Le code pénal espagnol, dans un chapitre traitant de « l’Accouchement présumé et modification de la parentalité, du statut ou de la condition de l’enfant » en son article 221.1 et 2, définit de façon très claire, le trafic d’enfant comme le fait que « toute personne qui remet un enfant, un descendant ou tout mineur à une autre personne, même s’il n’existe aucun lien de filiation ou de parenté, en échange d’une compensation financière, et en contournant les procédures légales de tutelle, de placement familial ou d’adoption, dans le but d’établir un lien similaire à celui de la filiation, sera puni d’une peine . d’emprisonnement […] 2. La même peine est infligée à la personne qui reçoit l’enfant et à l’intermédiaire, même si la livraison de l’enfant a eu lieu dans un pays étranger. » [3]

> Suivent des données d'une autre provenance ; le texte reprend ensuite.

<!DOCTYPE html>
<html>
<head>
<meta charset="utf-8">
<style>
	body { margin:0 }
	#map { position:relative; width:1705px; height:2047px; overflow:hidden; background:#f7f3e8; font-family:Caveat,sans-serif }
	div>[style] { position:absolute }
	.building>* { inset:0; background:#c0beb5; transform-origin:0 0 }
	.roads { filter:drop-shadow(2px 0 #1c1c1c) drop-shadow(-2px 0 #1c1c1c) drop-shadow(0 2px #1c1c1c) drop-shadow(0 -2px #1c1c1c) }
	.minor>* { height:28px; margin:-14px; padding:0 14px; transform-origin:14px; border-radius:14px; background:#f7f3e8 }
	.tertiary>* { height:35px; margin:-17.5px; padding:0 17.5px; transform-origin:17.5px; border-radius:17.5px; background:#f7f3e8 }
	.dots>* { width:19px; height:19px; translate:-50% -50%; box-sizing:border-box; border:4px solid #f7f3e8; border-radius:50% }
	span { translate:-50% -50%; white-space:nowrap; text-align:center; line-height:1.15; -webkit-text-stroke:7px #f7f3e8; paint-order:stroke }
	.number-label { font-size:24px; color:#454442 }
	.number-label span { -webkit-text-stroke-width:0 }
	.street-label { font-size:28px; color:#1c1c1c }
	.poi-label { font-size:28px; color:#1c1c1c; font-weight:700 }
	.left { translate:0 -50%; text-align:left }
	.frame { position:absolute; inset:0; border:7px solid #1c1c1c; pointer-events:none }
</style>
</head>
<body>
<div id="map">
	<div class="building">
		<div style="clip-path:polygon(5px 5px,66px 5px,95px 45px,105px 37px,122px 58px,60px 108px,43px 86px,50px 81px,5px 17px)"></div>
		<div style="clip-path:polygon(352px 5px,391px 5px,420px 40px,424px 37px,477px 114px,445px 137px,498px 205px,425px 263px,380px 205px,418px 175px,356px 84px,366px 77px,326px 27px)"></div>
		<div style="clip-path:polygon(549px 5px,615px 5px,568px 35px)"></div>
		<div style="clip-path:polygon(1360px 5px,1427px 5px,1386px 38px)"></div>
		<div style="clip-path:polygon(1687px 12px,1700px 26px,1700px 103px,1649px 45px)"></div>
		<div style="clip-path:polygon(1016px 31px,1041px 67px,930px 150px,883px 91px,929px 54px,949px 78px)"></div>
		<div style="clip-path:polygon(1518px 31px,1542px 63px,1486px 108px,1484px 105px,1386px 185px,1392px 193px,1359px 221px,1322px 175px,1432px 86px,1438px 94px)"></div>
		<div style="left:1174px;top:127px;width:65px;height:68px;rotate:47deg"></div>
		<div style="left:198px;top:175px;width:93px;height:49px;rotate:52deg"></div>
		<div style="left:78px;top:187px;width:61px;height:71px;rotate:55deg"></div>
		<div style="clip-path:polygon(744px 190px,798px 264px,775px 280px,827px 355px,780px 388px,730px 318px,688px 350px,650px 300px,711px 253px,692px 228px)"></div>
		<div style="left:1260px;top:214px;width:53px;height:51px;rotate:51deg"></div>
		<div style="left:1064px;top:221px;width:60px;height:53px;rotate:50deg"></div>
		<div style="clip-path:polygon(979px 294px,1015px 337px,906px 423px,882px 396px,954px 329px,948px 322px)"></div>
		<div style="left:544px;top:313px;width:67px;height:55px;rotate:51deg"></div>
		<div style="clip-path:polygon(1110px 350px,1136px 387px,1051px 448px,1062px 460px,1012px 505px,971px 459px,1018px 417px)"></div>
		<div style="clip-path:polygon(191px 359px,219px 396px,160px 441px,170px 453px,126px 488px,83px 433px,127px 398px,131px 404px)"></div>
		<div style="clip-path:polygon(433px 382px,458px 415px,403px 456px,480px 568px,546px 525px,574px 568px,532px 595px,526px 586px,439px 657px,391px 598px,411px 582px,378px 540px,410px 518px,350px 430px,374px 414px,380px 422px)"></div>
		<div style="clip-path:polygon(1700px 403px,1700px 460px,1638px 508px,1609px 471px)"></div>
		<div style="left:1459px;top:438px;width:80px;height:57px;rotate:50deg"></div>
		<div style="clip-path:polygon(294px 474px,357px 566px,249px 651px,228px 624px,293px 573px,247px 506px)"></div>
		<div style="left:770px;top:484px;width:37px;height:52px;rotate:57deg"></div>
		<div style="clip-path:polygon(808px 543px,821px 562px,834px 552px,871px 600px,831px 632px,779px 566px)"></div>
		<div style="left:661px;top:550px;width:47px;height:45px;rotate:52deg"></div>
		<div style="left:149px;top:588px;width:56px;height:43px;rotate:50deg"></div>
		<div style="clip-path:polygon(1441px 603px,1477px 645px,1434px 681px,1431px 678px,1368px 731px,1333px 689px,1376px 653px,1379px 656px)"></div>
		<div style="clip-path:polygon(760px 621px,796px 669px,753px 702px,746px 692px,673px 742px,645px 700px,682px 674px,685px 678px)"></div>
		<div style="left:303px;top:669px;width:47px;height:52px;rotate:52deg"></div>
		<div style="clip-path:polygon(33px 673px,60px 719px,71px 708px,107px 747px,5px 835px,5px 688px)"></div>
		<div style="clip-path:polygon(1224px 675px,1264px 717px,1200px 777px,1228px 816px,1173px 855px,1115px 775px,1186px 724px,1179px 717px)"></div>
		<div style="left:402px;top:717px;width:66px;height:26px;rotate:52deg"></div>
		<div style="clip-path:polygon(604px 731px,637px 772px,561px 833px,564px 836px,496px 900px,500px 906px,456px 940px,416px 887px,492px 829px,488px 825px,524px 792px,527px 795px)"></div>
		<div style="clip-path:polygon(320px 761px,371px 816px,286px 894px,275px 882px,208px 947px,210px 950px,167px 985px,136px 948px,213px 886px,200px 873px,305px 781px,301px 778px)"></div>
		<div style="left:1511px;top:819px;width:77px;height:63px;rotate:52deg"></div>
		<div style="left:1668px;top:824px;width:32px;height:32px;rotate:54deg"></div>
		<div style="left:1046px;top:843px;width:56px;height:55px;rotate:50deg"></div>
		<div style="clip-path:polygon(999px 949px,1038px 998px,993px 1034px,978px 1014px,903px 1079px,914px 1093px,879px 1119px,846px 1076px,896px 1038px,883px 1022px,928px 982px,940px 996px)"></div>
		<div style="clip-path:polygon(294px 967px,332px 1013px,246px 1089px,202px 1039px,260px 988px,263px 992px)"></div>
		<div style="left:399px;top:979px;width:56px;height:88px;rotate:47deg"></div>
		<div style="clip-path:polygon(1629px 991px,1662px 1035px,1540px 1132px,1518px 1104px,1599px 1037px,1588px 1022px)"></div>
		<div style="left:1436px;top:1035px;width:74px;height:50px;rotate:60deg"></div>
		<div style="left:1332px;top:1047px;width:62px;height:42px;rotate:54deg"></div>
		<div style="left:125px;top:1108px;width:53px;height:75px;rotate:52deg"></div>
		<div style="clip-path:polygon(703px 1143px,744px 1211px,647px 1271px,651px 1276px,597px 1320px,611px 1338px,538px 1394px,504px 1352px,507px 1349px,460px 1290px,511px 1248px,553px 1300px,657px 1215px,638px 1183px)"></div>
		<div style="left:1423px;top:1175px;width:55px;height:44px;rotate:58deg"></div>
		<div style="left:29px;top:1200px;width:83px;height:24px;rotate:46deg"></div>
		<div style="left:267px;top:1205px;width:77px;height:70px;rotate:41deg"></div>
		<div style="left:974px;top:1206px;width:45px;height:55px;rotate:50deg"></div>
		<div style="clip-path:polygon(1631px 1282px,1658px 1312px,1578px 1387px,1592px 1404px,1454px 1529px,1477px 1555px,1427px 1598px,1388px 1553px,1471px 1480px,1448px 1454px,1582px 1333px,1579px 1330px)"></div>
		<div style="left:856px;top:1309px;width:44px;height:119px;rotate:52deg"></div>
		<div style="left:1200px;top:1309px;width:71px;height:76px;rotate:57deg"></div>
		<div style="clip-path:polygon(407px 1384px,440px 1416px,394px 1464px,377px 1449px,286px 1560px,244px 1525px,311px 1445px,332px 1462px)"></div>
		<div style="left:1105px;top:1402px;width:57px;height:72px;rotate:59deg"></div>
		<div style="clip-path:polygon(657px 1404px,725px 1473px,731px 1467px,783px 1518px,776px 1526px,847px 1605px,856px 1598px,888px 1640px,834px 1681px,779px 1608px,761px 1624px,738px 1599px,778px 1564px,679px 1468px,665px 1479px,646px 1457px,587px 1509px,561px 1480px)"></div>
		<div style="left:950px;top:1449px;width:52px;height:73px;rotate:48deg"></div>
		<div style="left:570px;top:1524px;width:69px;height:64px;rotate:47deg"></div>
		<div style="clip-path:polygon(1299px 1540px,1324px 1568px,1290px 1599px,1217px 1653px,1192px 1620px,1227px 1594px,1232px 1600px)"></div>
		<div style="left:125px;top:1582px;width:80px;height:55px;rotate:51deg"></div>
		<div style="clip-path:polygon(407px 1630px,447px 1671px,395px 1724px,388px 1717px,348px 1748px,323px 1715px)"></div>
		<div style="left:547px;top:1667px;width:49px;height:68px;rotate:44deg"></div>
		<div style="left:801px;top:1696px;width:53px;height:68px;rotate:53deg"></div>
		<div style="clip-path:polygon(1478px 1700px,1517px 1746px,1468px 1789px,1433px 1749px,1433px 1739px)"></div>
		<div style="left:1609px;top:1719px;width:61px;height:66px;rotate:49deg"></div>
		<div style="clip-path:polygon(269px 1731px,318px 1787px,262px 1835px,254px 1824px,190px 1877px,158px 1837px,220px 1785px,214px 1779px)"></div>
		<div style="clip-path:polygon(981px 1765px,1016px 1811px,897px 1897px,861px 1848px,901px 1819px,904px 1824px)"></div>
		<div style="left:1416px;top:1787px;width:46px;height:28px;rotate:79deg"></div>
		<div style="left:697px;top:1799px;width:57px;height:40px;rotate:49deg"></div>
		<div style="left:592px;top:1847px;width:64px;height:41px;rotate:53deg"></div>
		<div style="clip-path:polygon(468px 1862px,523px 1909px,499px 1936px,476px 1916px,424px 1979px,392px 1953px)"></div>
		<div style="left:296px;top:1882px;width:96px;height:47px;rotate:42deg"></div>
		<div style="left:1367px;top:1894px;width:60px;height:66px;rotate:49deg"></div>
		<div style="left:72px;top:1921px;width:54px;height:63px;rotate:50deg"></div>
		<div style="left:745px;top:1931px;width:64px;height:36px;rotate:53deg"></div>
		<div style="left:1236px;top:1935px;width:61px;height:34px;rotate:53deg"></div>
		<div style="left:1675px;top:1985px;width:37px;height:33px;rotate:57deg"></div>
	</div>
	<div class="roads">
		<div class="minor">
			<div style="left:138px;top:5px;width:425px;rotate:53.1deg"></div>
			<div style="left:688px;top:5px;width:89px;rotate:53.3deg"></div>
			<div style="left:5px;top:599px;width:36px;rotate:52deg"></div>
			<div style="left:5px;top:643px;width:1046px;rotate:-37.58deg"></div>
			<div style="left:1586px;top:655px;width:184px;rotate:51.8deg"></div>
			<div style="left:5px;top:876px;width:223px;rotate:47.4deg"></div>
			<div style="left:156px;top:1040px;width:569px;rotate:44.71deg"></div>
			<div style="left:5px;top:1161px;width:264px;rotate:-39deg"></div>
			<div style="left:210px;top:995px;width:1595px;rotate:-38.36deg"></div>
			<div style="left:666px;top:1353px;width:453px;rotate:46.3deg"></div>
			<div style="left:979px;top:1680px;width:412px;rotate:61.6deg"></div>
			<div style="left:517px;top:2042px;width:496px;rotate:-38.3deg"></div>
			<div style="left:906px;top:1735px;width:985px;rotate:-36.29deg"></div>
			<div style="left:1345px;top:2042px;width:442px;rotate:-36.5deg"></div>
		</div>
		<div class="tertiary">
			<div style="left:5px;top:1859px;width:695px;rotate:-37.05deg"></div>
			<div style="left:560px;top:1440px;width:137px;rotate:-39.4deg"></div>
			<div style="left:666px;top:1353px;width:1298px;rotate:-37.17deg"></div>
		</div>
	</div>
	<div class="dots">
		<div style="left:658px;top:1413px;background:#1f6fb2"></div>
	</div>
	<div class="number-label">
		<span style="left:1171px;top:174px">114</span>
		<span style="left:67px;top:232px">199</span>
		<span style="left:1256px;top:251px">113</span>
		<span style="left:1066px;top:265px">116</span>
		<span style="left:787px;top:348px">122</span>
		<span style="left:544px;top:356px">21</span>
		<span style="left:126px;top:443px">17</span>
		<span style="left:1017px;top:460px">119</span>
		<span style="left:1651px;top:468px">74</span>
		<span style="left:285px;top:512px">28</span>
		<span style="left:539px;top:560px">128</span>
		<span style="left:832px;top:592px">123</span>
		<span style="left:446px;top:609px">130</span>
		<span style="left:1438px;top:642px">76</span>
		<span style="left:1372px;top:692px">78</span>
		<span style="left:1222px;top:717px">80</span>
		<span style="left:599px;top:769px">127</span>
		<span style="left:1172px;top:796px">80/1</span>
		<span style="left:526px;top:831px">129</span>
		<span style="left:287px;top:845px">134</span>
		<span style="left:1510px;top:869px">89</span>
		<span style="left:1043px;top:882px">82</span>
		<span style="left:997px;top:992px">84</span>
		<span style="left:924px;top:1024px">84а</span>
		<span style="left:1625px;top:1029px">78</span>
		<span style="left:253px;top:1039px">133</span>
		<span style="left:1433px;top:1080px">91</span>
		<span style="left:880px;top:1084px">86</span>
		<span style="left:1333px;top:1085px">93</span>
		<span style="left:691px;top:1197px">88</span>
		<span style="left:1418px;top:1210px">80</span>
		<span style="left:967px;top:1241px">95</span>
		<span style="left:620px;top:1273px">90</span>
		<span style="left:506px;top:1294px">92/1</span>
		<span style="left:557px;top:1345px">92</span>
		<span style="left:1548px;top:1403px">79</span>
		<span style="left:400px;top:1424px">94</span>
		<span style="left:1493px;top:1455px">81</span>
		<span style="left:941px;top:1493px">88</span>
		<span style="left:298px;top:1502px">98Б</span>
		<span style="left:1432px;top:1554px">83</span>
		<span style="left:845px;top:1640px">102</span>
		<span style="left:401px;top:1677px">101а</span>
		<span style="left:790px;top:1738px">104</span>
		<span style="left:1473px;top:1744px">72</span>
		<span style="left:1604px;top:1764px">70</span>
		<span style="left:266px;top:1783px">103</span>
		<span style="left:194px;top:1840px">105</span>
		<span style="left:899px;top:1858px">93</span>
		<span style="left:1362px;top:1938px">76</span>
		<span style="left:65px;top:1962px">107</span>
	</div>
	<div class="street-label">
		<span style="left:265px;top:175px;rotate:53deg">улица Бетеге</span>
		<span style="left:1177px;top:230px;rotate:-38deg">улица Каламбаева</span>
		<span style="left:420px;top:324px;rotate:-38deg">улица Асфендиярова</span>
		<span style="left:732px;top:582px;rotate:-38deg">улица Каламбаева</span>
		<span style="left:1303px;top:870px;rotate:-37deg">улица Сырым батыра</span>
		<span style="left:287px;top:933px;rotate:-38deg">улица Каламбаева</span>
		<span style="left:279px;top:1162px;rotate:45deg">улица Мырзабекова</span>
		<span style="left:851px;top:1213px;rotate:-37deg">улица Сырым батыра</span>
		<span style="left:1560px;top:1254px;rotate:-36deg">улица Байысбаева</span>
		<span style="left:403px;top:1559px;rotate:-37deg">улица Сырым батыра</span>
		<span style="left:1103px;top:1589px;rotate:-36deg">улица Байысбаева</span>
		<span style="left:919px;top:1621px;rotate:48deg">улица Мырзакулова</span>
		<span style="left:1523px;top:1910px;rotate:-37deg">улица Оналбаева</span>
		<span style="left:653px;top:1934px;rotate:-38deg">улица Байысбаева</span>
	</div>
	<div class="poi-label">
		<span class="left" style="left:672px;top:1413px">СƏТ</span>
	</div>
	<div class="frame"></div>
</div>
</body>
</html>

La maternité de substitution transfrontière peut, dans de nombreux cas, être assimilée au trafic d’enfant mais aussi à la vente d’enfants
Selon les textes précités qui définissent la notion de trafic comme non nécessairement liée à des situations d’exploitation, le traitement des enfants dans la GPA peut être assimilable au trafic d’enfants. C’est le cas lorsque les commanditaires et /ou les intermédiaires font entrer un enfant issu de GPA sur le territoire d’un pays où la GPA est prohibée et, selon le code civil espagnol, potentiellement, tout transfert de filiation rémunéré.
La gestation pour autrui relève, aux vu des textes internationaux, non seulement du trafic d’enfants mais aussi de la vente d’enfants
- La rapporteuse spéciale de l’ONU « sur la vente et l’exploitation sexuelle des enfants, y compris la prostitution des enfants et la pornographie mettant en scène des enfants et d’autres contenus » a reconnu dans son rapport d’étape 2018[4] que « la maternité de substitution relève de la vente d’enfants dès lors que la mère porteuse ou un tiers reçoit une rémunération ou tout autre avantage en échange du transfert d’un enfant. »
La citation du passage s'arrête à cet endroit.